Just testing the two small programs,

#include <thread>

int main()
{
    for (int i = 0; i < 10000000; i++)
    {
        std::this_thread::yield();
    }

    return 0;
}

and:

#include <thread>
#include <chrono>

int main()
{
    using namespace std::literals;

    for (int i = 0; i < 10000000; i++)
    {
        std::this_thread::sleep_for(0s);
    }

    return 0;
}

I get the respective timings on my system (Ubuntu 22.04 LTS, kernel version 5.19.0-43-generic),

./a.out  0,33s user 1,36s system 99% cpu 1,687 total

and:

./a.out  0,14s user 0,00s system 99% cpu 0,148 total

Why is std::this_thread::yield() 10x slower than std::this_thread::sleep_for(0s) ?

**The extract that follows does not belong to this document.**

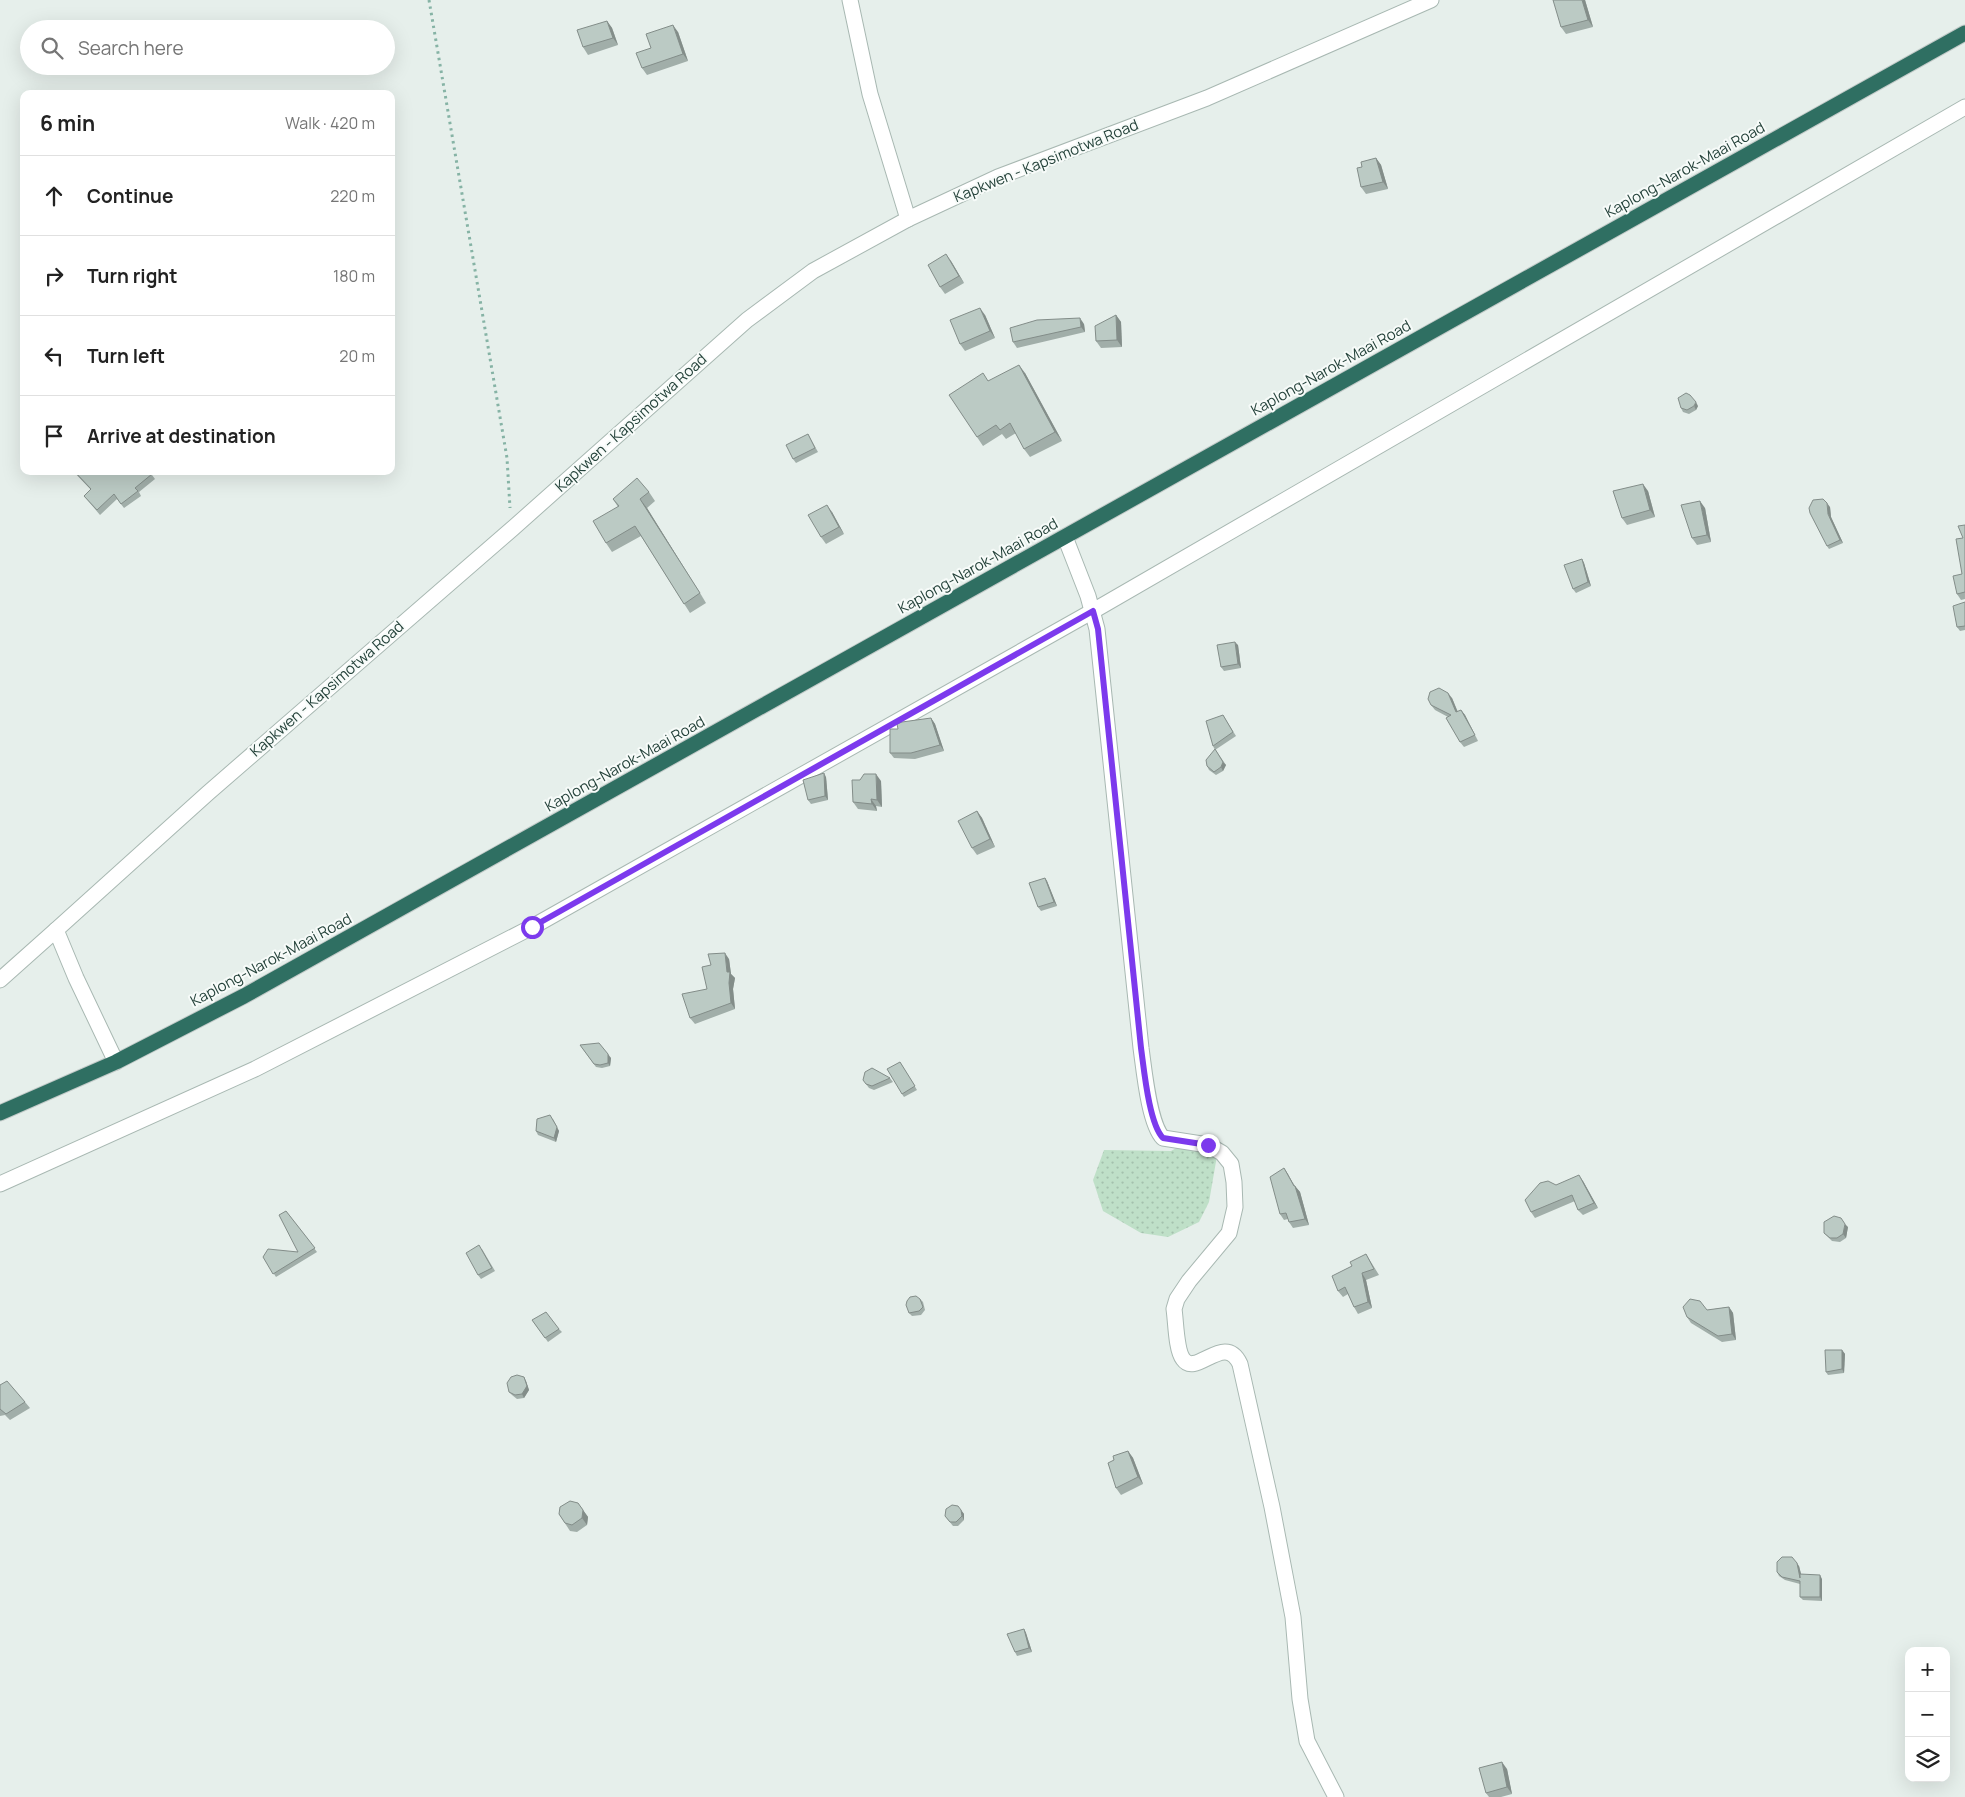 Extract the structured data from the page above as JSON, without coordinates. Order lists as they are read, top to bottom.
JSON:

N.B. Timing is similar between g++ and clang++.

edit: As pointed out in the answer this is an optimization of the STL implementation, calling sleep(0) is in fact 300x slower (50us vs 150ns).

like image 915
matovitch Avatar asked Sep 17 '25 12:09

matovitch


1 Answers

Taking a quick look at the source for this_thread::sleep_for

template<typename _Rep, typename _Period>
inline void
sleep_for(const chrono::duration<_Rep, _Period>& __rtime)
{
    if (__rtime <= __rtime.zero())
      return;
    ...

So sleep_for(0s) does nothing, in fact your test program uses 0.0s of system time, basically an empty loop that runs entirely in user space (in fact I suspect that if you compile with optimizations, it will be completely removed)

On the other hand, yield calls* sched_yield which in turns will call schedule() in kernel space, thus at least executing some logic to check if there is another thread to schedule.

I believe that your 0.33s of user space time is basically syscall overhead.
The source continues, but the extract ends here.